What's the difference between SugarCRM and Salesforce.com?
Oram: There are three key areas where Sugar really differentiates itself from Salesforce.com. First -- and I think one of the things that people come to us first around -- is the flexibility of our deployment model. Being able to go onsite or on-demand is something that a lot of customers like. We have customers who start with us on on-demand and they intend to go onsite, but they don't know when, and they haven't done it yet. But they like having that flexibility. Other customers just start with on-demand and six months later they go to an onsite solution.
What's the difference in functionality between what you do and what they do?
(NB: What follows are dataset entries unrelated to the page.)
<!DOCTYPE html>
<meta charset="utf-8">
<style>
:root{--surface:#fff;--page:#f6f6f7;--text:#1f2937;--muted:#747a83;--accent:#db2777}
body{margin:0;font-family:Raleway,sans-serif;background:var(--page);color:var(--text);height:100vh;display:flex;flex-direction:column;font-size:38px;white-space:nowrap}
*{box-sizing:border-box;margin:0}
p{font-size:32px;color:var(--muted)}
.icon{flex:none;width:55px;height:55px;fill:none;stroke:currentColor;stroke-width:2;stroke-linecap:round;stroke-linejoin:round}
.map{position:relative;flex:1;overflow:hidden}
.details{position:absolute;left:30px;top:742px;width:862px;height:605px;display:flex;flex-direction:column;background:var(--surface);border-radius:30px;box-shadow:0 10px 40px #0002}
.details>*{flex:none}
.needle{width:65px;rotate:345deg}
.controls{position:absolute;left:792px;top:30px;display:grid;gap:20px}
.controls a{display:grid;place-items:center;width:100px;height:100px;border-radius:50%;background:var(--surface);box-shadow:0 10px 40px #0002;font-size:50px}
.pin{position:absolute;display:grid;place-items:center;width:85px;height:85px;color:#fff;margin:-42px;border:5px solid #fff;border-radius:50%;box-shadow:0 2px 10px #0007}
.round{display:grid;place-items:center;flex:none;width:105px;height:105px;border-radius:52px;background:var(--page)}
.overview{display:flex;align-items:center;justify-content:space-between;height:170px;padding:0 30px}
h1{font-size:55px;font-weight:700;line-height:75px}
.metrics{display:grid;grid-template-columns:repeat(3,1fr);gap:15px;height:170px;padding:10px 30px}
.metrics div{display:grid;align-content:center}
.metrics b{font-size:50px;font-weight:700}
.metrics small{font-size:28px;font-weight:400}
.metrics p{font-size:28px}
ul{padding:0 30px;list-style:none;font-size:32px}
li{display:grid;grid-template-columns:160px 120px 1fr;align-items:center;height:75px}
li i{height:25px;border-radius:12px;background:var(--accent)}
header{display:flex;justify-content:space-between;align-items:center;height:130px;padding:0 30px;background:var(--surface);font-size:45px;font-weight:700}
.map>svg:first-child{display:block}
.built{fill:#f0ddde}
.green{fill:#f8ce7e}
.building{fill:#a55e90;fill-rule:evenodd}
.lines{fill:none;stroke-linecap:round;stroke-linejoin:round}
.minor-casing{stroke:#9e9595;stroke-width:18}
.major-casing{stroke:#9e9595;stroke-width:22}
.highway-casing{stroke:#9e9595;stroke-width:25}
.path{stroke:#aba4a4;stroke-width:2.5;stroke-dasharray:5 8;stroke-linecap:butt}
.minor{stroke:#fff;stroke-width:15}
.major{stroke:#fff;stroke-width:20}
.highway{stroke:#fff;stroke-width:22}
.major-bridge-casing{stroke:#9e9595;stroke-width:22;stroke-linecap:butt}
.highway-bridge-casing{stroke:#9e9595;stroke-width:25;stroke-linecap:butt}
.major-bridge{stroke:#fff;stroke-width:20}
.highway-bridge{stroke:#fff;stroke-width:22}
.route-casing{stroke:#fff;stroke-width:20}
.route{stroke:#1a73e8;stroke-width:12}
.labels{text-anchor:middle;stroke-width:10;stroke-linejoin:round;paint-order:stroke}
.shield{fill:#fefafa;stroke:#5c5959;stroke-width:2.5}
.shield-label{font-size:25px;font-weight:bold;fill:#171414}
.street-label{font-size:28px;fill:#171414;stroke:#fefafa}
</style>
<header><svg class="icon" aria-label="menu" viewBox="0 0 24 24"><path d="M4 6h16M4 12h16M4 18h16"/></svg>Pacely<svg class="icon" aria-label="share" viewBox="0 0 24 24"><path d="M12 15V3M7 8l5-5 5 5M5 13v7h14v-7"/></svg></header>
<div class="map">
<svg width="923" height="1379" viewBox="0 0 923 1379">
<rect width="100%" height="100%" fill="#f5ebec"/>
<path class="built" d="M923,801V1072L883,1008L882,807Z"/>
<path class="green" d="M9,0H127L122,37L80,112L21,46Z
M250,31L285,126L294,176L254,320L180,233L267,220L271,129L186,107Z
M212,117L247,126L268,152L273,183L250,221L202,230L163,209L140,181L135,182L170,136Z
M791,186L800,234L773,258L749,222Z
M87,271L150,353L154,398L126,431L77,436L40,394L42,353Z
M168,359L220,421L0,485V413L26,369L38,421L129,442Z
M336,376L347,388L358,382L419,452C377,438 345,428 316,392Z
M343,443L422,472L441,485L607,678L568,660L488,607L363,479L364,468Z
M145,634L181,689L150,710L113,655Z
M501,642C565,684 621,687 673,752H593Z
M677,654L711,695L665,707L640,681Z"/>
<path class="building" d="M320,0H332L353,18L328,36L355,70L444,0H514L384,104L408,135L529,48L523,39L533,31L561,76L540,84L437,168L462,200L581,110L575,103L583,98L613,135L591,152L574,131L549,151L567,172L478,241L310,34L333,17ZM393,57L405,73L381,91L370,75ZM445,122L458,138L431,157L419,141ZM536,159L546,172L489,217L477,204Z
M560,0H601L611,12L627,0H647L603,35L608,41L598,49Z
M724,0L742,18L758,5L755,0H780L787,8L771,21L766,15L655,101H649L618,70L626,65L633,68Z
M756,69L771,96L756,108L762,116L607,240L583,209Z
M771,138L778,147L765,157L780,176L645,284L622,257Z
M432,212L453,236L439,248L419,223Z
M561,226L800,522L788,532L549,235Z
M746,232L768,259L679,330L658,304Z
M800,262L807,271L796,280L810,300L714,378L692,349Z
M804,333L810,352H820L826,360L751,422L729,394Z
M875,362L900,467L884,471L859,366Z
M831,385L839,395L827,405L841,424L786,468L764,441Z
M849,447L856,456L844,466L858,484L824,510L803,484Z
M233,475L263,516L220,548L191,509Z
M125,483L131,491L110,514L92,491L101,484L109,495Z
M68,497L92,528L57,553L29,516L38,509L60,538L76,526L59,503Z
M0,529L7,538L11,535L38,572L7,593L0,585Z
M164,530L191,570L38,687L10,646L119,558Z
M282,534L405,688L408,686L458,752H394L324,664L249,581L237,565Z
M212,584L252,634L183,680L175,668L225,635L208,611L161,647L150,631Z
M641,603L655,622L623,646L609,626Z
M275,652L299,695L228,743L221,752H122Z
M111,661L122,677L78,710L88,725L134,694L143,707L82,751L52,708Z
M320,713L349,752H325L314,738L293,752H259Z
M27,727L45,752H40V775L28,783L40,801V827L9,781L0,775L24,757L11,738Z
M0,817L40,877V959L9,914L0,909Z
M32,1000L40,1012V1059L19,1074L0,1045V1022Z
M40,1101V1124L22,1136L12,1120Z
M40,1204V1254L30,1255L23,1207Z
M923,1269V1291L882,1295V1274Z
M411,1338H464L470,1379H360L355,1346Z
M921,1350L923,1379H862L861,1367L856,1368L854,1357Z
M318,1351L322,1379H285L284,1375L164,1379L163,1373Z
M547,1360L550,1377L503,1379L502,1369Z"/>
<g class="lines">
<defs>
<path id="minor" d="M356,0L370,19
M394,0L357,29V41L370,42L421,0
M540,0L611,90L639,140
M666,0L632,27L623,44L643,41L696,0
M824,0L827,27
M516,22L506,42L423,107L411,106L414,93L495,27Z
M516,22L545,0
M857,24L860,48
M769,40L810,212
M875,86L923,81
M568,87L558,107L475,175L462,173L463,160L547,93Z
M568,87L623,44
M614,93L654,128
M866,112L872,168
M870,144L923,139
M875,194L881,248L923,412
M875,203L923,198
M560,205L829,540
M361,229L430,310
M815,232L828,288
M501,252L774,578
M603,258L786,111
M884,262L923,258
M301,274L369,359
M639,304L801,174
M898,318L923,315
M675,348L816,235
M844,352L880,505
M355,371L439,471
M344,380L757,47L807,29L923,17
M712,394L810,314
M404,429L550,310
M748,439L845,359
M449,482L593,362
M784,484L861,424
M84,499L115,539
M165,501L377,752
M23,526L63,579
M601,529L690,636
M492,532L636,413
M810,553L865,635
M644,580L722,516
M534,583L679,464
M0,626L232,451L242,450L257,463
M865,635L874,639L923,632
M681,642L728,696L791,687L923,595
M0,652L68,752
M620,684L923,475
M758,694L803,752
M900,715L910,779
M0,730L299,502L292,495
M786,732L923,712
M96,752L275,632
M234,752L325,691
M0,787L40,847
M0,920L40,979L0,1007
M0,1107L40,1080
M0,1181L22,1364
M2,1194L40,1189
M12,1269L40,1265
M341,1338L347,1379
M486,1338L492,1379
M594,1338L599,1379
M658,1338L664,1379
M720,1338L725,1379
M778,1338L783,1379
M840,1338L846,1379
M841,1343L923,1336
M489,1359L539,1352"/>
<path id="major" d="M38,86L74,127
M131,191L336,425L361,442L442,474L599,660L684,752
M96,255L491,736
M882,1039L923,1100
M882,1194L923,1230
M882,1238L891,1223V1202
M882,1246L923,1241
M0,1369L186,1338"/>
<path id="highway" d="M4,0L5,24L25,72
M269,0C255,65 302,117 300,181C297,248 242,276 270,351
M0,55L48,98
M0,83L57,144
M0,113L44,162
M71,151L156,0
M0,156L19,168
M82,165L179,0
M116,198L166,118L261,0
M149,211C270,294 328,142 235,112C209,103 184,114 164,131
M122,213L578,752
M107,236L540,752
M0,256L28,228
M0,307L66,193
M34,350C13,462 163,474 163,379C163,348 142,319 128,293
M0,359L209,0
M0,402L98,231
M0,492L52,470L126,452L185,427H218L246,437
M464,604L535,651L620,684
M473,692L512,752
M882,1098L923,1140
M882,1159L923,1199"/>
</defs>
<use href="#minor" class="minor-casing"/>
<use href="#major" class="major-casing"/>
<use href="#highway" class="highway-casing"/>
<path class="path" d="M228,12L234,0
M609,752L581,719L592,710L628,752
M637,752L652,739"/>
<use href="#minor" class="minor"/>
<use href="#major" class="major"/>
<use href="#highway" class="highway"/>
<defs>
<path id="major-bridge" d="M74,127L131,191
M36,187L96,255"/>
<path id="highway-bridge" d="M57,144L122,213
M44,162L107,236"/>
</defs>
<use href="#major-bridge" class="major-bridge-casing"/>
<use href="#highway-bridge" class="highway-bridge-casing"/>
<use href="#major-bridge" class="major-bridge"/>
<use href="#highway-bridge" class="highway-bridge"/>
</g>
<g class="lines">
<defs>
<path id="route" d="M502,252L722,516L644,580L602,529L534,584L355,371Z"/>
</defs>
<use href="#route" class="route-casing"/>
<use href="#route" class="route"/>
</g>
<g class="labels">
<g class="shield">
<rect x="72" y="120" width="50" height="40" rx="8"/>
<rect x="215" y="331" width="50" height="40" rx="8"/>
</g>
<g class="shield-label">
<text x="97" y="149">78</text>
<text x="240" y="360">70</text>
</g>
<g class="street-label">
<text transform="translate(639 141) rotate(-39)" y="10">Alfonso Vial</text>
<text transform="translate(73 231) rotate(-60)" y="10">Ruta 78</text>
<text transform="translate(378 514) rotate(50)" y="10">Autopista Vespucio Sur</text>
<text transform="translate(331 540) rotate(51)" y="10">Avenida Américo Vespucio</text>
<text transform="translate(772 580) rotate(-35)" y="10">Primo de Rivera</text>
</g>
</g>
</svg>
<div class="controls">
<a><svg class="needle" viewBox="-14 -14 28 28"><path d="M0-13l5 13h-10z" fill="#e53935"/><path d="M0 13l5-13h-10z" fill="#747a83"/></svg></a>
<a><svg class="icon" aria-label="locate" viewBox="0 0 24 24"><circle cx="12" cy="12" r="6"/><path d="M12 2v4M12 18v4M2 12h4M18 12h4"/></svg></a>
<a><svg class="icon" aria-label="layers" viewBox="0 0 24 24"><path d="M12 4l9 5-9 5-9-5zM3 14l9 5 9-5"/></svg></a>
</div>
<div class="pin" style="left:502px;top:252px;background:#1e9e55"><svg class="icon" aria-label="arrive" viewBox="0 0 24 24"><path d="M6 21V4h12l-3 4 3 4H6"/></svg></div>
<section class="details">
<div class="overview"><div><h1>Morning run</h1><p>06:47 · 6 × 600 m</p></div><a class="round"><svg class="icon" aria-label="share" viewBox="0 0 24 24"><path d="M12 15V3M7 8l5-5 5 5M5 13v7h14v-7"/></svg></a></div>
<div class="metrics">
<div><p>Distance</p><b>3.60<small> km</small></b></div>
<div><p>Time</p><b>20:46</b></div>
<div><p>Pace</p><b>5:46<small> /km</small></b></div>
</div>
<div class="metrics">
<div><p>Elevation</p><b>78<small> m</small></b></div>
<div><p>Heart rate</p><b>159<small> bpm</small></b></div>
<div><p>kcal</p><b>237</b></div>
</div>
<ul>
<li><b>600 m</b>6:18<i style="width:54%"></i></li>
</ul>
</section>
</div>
Oram: From just a high-level functional perspective, we just look at the check boxes. We certainly are in the same space. We have marketing sales and customer support functionality. We have some built-in e-mail marketing capabilities that they don't have in their solution. Our e-mail client is a top-notch Web-based e-mail client, similar to what you might find with Google mail or Yahoo mail. You won't see that in Salesforce.com.
Is SugarCRM profitable?
Oram: We've had a very good year last year. We're not talking about our finances specifics, but last year was a fantastic year for us.
You're privately held. Do you figure on going public or being bought up?
Oram: We're laser-focused on going public. Basically the last couple years have been really about proving that this model works. We're going public in eight to 12 quarters. We've got the company absolutely laser-focused on that.
Is there anything else you wanted to mention?
Oram: The first few years of SugarCRM were [focused on] proving that this model works, getting the software built, getting the company built. Really, [seeing] the marketplace evolving to the point where it was comfortable with the idea of purchasing commercial open source. And we're past that now. Now this is a company that's all about execution. We had a fantastic year last year. Basically we're past the "prove it" stage and now it's about execution and it's about focusing on going public in eight to 12 quarters.